There’s not much I have to say about this. Other than, “it’s best not to have heroes.”
Read it all here:
Ravi Zacharias International Ministries needs to rebuild trust, rebrand and consider reparations for victims of the evangelist and apologist it is named after. A series of allegations about Zacharias has only grown since his death this year, involving his interactions with women employees at a spa company he invested in. Earlier cases involved sexting, with new information coming at the time of his death, and exaggerated credentials.
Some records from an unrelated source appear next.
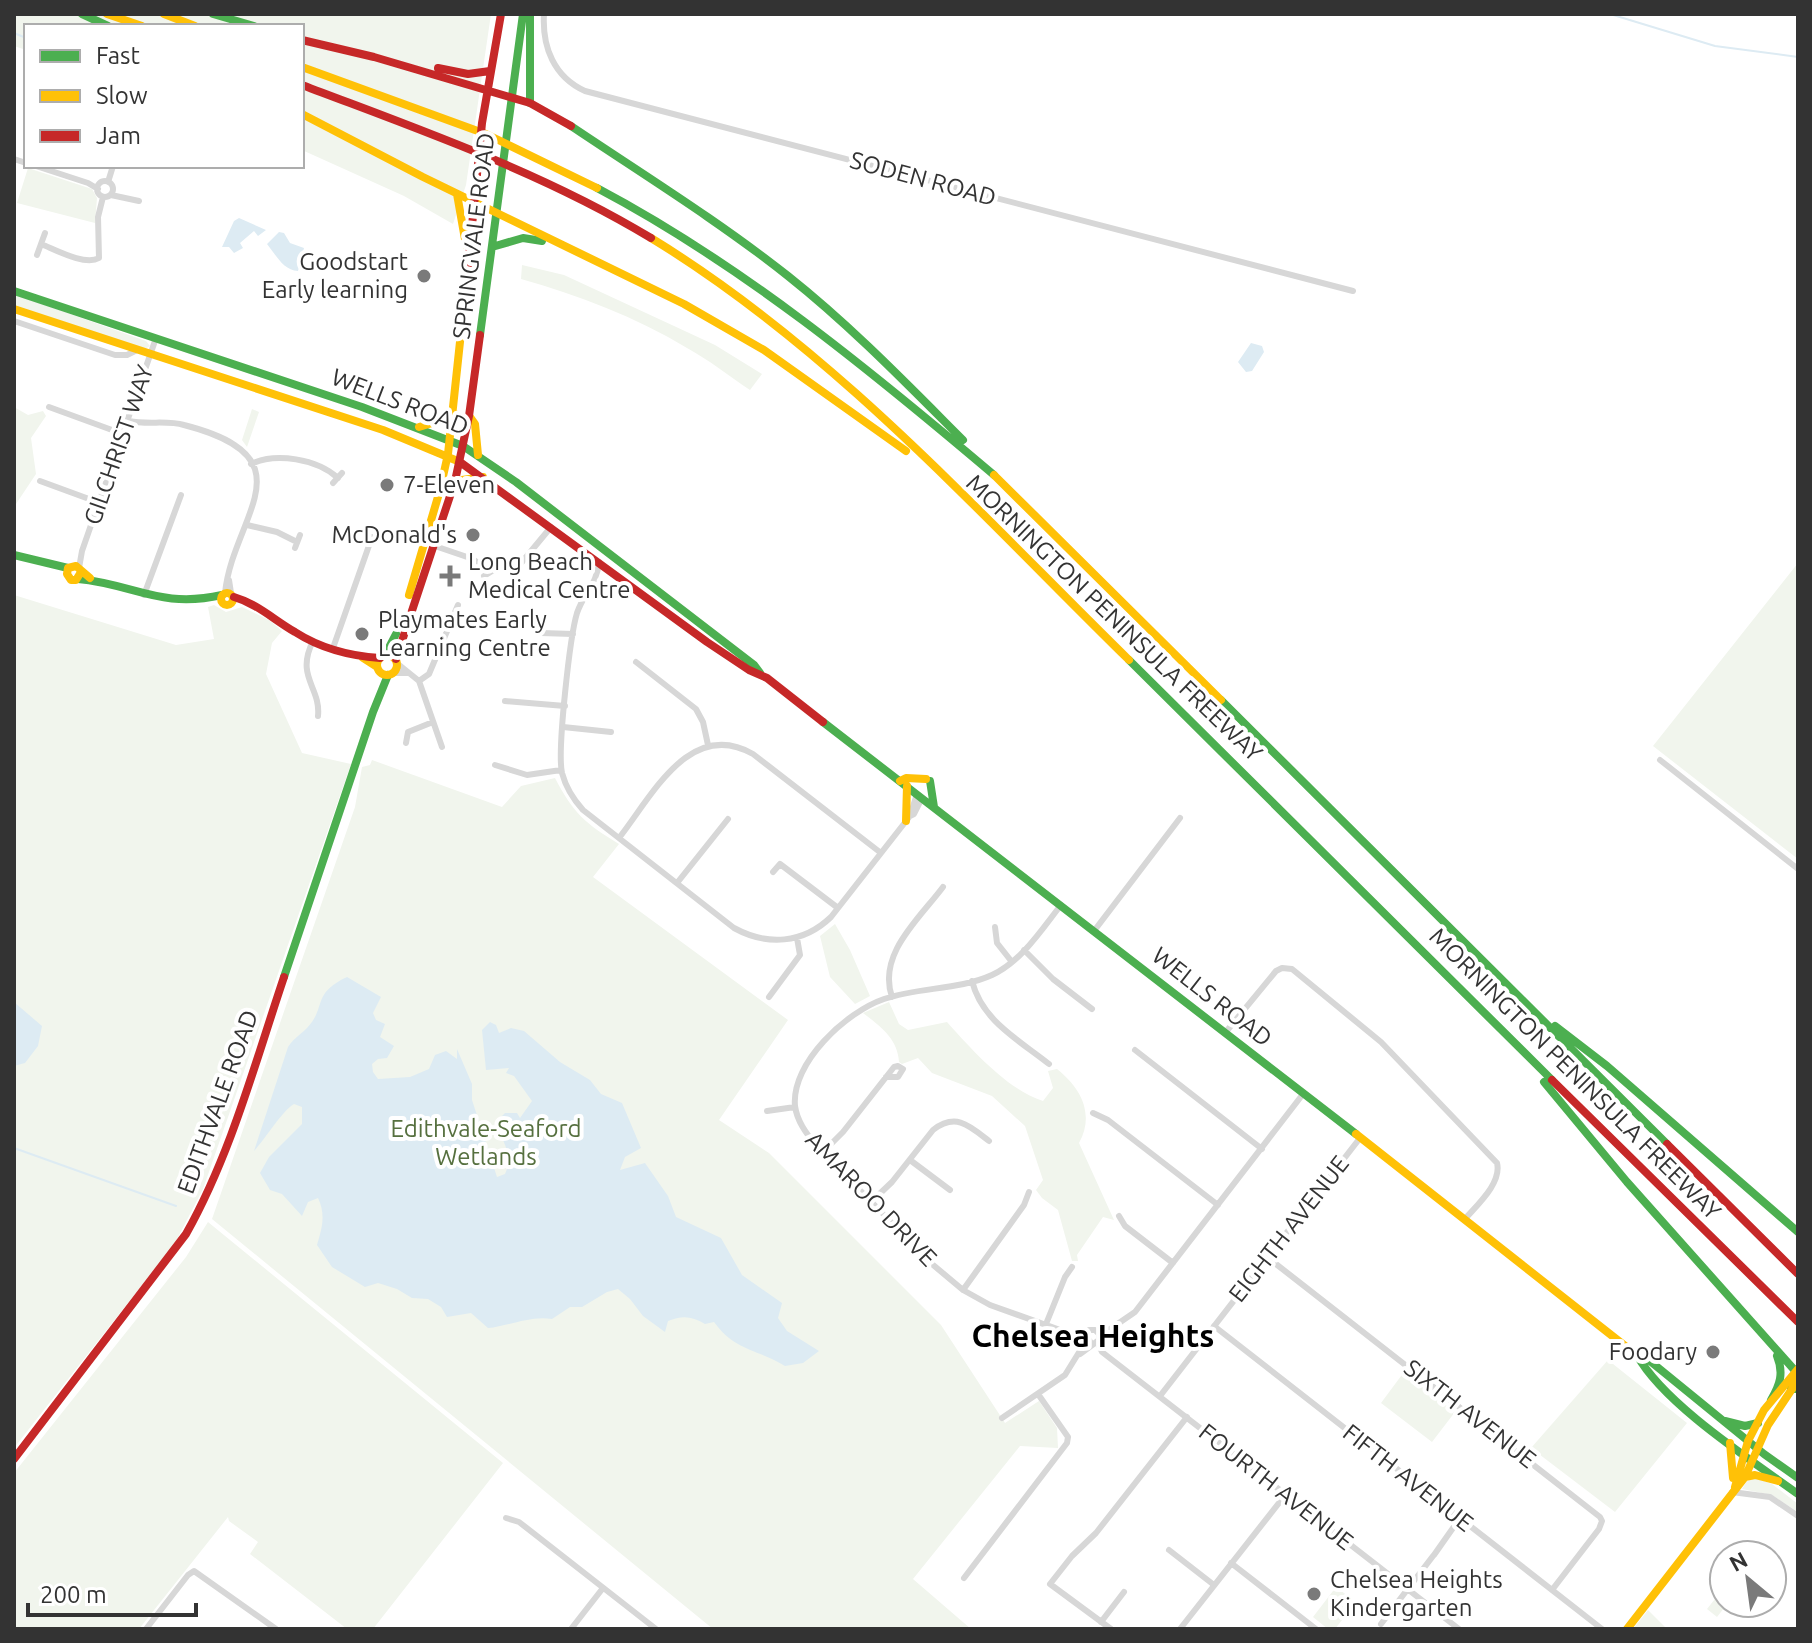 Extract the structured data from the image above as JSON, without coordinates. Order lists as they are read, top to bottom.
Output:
{
  "streets": {
    "main road": [
      "SPRINGVALE ROAD",
      "WELLS ROAD",
      "MORNINGTON PENINSULA FREEWAY",
      "EDITHVALE ROAD"
    ],
    "street": [
      "SODEN ROAD",
      "GILCHRIST WAY",
      "AMAROO DRIVE",
      "EIGHTH AVENUE",
      "SIXTH AVENUE",
      "FIFTH AVENUE",
      "FOURTH AVENUE"
    ]
  },
  "crossings": [
    ["SPRINGVALE ROAD", "WELLS ROAD"],
    ["SPRINGVALE ROAD", "EDITHVALE ROAD"],
    ["WELLS ROAD", "GILCHRIST WAY"],
    ["WELLS ROAD", "EDITHVALE ROAD"],
    ["WELLS ROAD", "AMAROO DRIVE"],
    ["WELLS ROAD", "EIGHTH AVENUE"],
    ["AMAROO DRIVE", "FOURTH AVENUE"],
    ["EIGHTH AVENUE", "SIXTH AVENUE"],
    ["EIGHTH AVENUE", "FIFTH AVENUE"],
    ["EIGHTH AVENUE", "FOURTH AVENUE"],
    ["SIXTH AVENUE", "FIFTH AVENUE"]
  ],
  "districts": ["Chelsea Heights"],
  "parks": ["Edithvale-Seaford Wetlands"],
  "places": {
    "other": [
      "Goodstart Early learning",
      "7-Eleven",
      "McDonald's",
      "Playmates Early Learning Centre",
      "Foodary",
      "Chelsea Heights Kindergarten"
    ],
    "health": ["Long Beach Medical Centre"]
  },
  "legend": ["Fast", "Slow", "Jam"],
  "scale_bar": "200 m",
  "north": "top left"
} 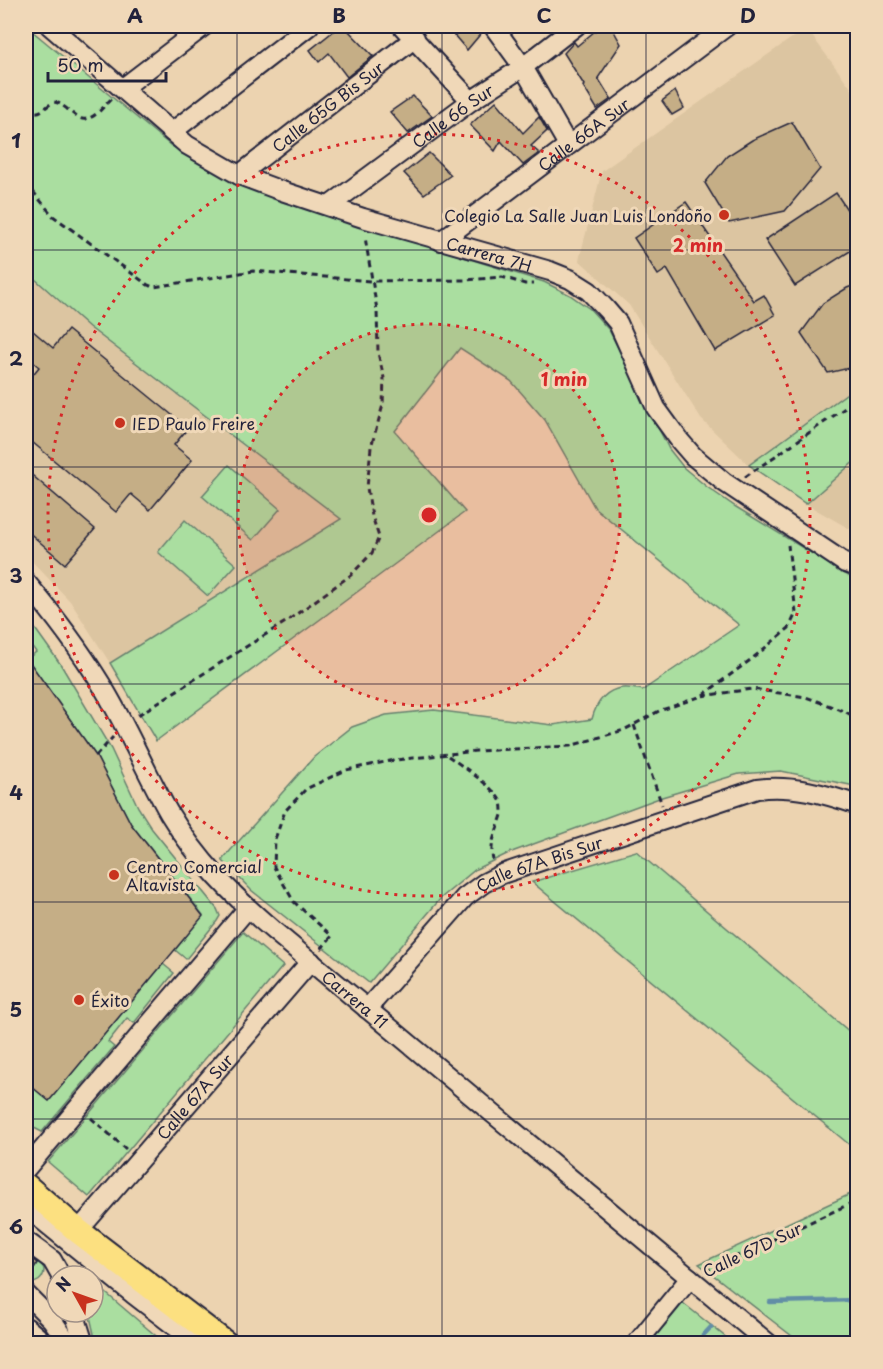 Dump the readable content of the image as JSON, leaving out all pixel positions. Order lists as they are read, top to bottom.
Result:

So writes Dr. Max Baker-Hytch, a senior tutor with RZIM’s OCCA The Oxford Centre for Christian Apologetics and a lecturer at Wycliffe Hall – a private hall of the University of Oxford – in a five-page letter in which he outlines a poor response to each of these scandals. The letter, which was first reported by blogger/journalist Julie Roys, details that:
RZIM had a slow response to the credential scandal which he investigated internally. Warren Throckmorton, Psychologist, Professor and blogger uncovered this issue of the inappropriate use of the title Doctor and claims to have lectured at Oxford University According to Baker-Hytch RZIM exhibited “slowness and reluctance to set the public record straight, which finally happened only after a great amount of external pressure was brought to bear on the issue.” He adds the the RZIM foot dragging on this issue was “a source of embarrassment for me as an academic.”.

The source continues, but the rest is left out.